Question

How do you write a quadratic equation with vertex $\left( 2,-4 \right)$ and the point $\left( 1,-1 \right)$?

Answer 1

Hint: We have to find the quadratic equation with vertex $\left( 2,-4 \right)$ and an arbitrary point on which the curve goes through is $\left( 1,-1 \right)$. The equation will be a general equation of parabola. We equate the required equation of parabolic curve with the general equation of ${{\left( x-\alpha \right)}^{2}}=4a\left( y-\beta \right)$. We put the values of the arbitrary point and the vertex coordinate.

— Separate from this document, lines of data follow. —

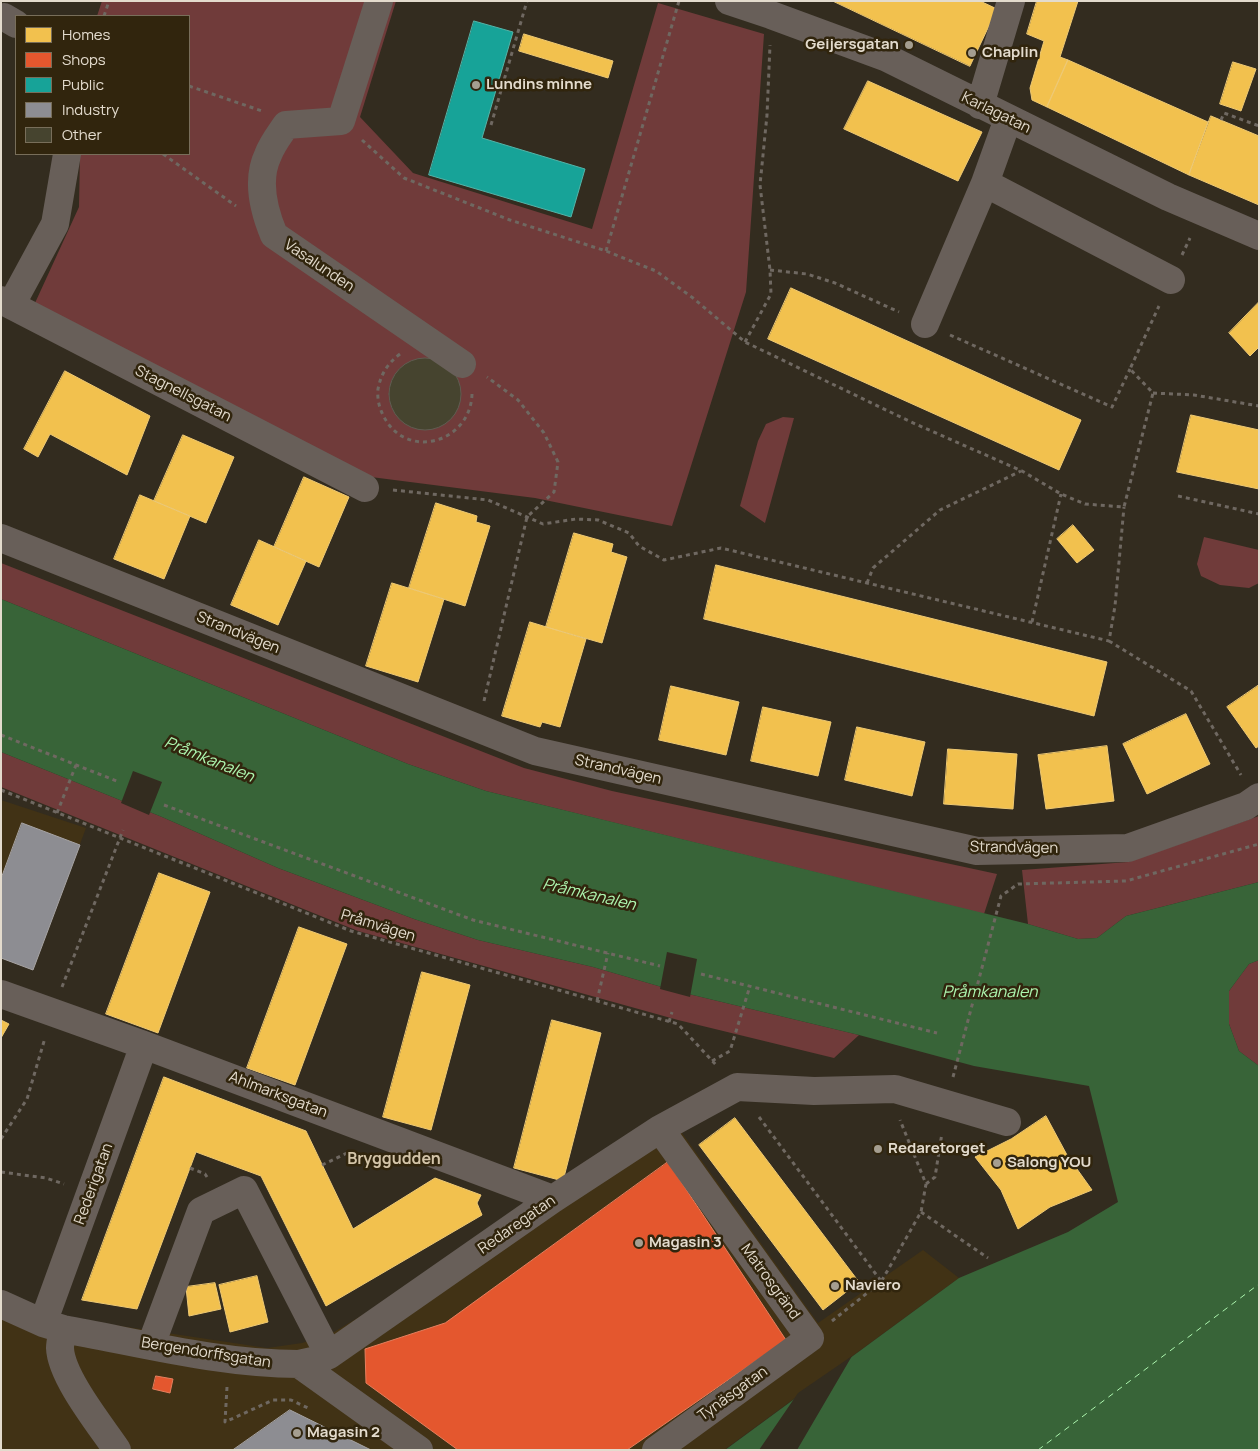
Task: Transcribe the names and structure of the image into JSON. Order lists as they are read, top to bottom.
{
  "streets": {
    "street": [
      "Karlagatan",
      "Vasalunden",
      "Stagnellsgatan",
      "Strandvägen",
      "Ahlmarksgatan",
      "Rederigatan",
      "Redaregatan",
      "Matrosgränd",
      "Bergendorffsgatan",
      "Tynäsgatan"
    ],
    "path": ["Pråmvägen"]
  },
  "crossings": [
    ["Pråmvägen", "Redaregatan"],
    ["Ahlmarksgatan", "Rederigatan"],
    ["Ahlmarksgatan", "Redaregatan"],
    ["Rederigatan", "Bergendorffsgatan"],
    ["Redaregatan", "Matrosgränd"],
    ["Redaregatan", "Bergendorffsgatan"],
    ["Matrosgränd", "Tynäsgatan"]
  ],
  "districts": ["Bryggudden"],
  "water": ["Pråmkanalen"],
  "places": [
    "Geijersgatan",
    "Chaplin",
    "Lundins minne",
    "Redaretorget",
    "Salong YOU",
    "Magasin 3",
    "Naviero",
    "Magasin 2"
  ],
  "legend": [
    "Homes",
    "Shops",
    "Public",
    "Industry",
    "Other"
  ]
}
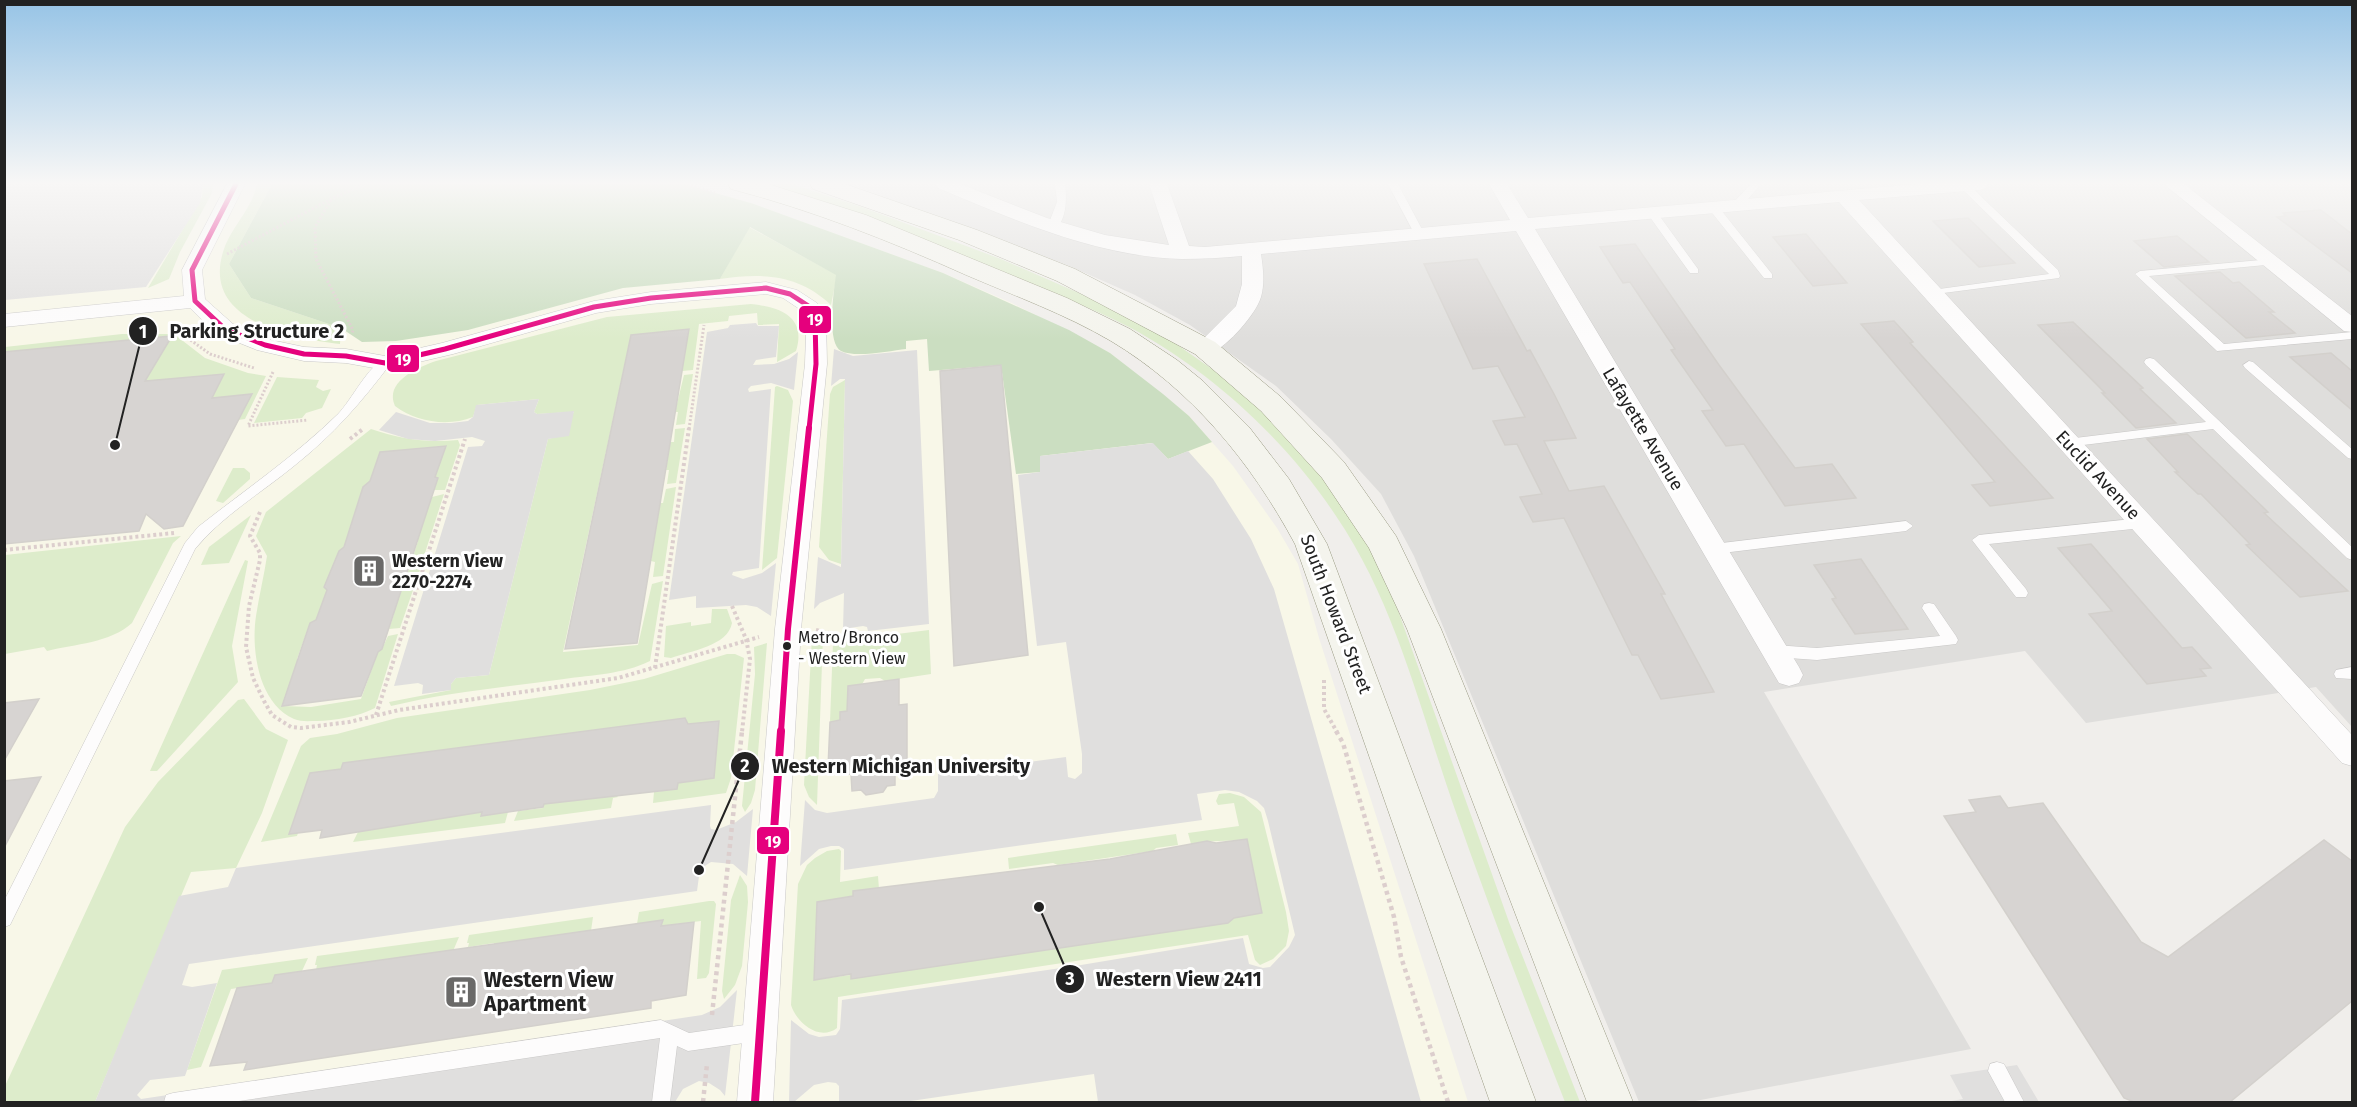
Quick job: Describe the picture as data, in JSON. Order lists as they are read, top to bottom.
{
  "streets": {
    "street": ["Lafayette Avenue", "Euclid Avenue", "South Howard Street"]
  },
  "places": {
    "other": [
      "Parking Structure 2",
      "Metro/Bronco - Western View",
      "Western Michigan University",
      "Western View 2411"
    ],
    "building": ["Western View 2270-2274", "Western View Apartment"]
  },
  "lines": ["transit line 19"]
}
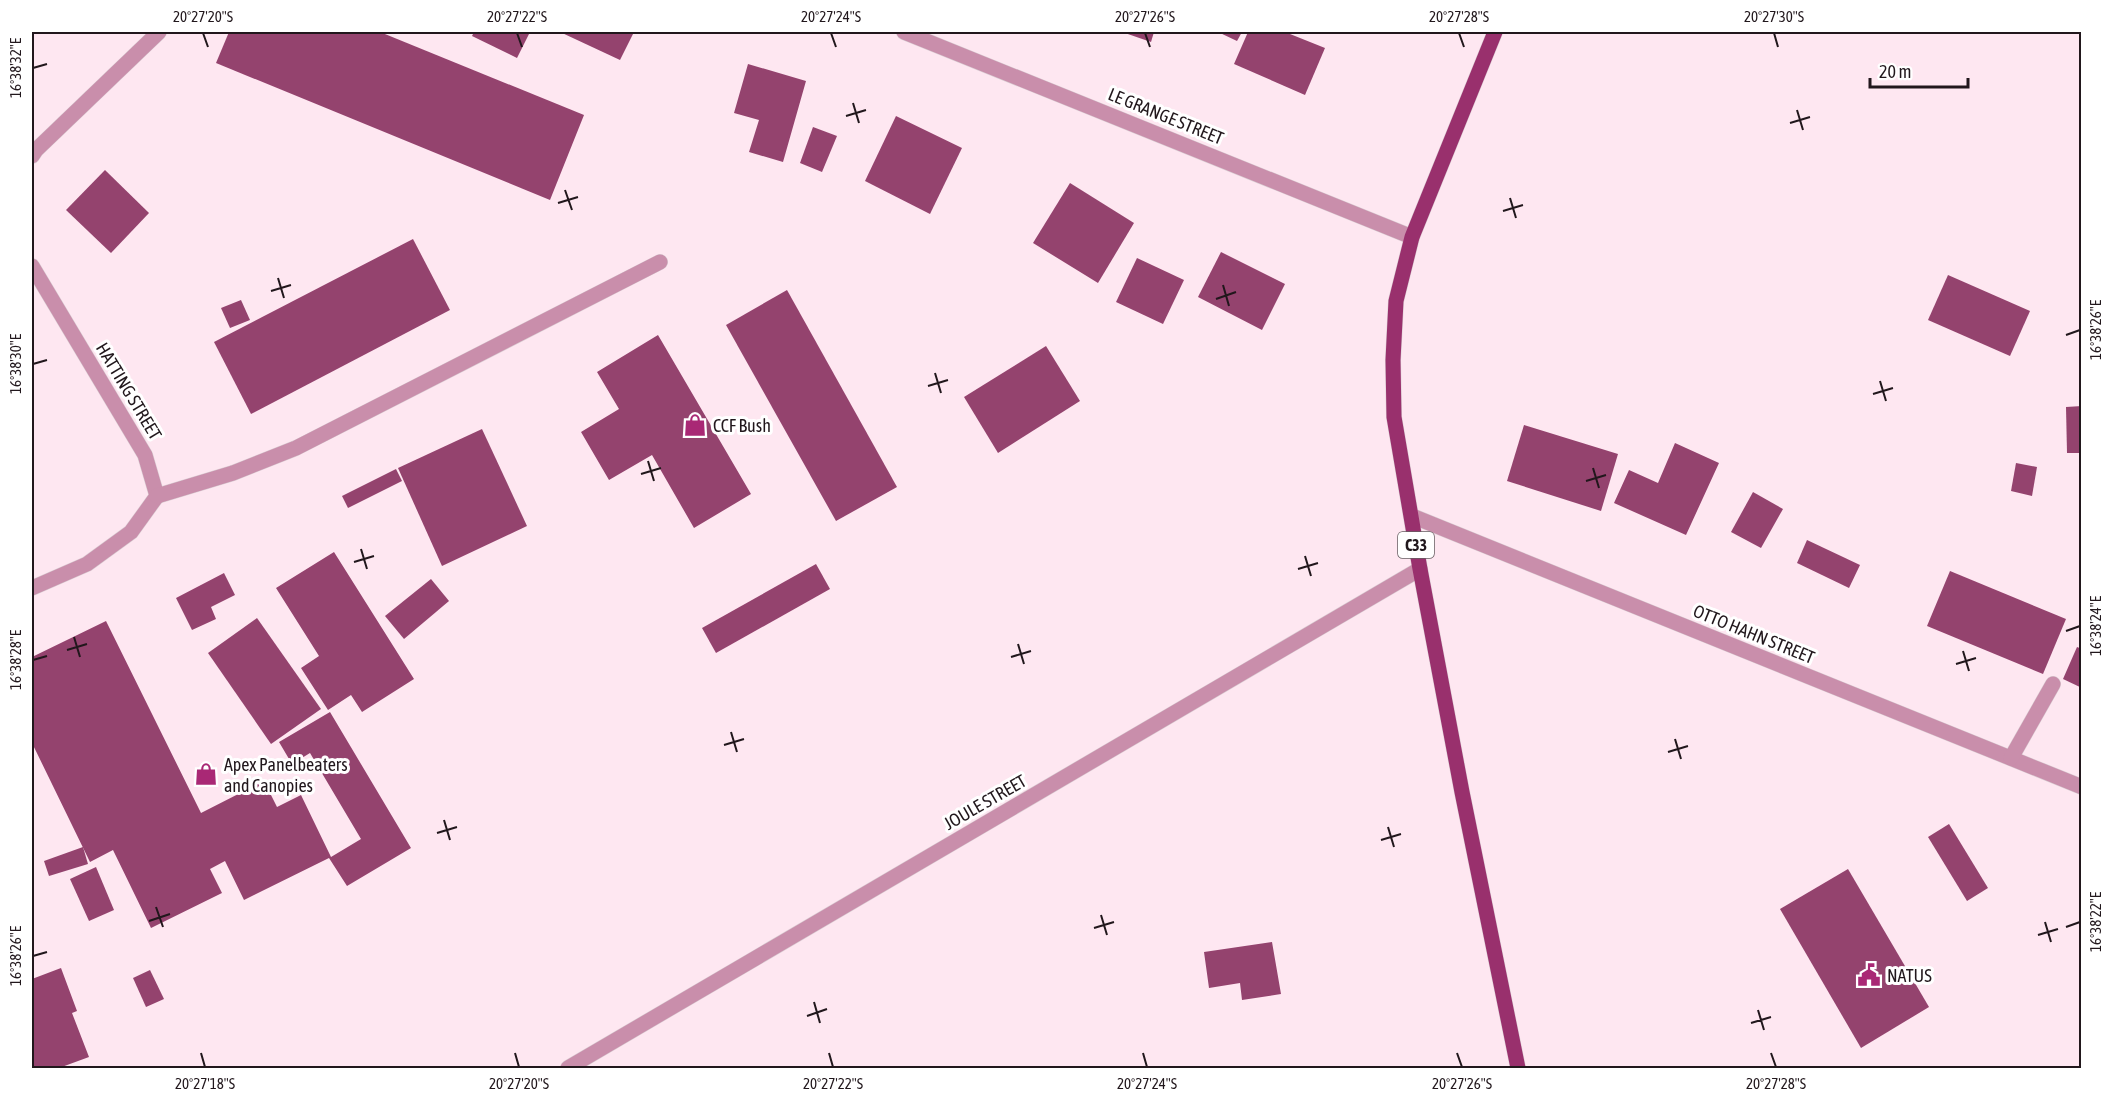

Complete step-by-step solution:
The general equation ${{\left( x-\alpha \right)}^{2}}=4a\left( y-\beta \right)$ is a parabolic curve.
For the general equation $\left( \alpha ,\beta \right)$ is the vertex. 4a is the length of the latus rectum. The coordinate of the focus is $\left( \alpha ,\beta +a \right)$.
This gives the vertex as $\left( 2,-4 \right)$. Putting the value in ${{\left( x-\alpha \right)}^{2}}=4a\left( y-\beta \right)$, we get
$\begin{align}
  & {{\left( x-\alpha \right)}^{2}}=4a\left( y-\beta \right) \\
 & \Rightarrow {{\left( x-2 \right)}^{2}}=4a\left[ y-\left( -4 \right) \right] \\
 & \Rightarrow {{\left( x-2 \right)}^{2}}=4a\left[ y+4 \right] \\
\end{align}$
We need to find the value of $a$.
We now have the arbitrary point $\left( 1,-1 \right)$. The curve ${{\left( x-2 \right)}^{2}}=4a\left[ y+4 \right]$ goes through the point $\left( 1,-1 \right)$. Putting the value of $\left( 1,-1 \right)$ in the equation, we get
\[\begin{align}
  & {{\left( 1-2 \right)}^{2}}=4a\left[ -1+4 \right] \\
 & \Rightarrow {{\left( -1 \right)}^{2}}=4a\times 3 \\
 & \Rightarrow 12a=1 \\
 & \Rightarrow 4a=\dfrac{1}{3} \\
\end{align}\]
Putting value of $4a$ in the equation ${{\left( x-2 \right)}^{2}}=4a\left( y+4 \right)$, we get
$\begin{align}
  & {{\left( x-2 \right)}^{2}}=\dfrac{1}{3}\left( y+4 \right) \\
 & \Rightarrow 3{{\left( x-2 \right)}^{2}}=\left( y+4 \right) \\
\end{align}$
Now simplifying we get
$\begin{align}
  & 3{{\left( x-2 \right)}^{2}}=\left( y+4 \right) \\
 & \Rightarrow 3{{x}^{2}}-12x+12-4=y \\
 & \Rightarrow y=3{{x}^{2}}-12x+8 \\
\end{align}$
The quadratic equation is $y=3{{x}^{2}}-12x+8$.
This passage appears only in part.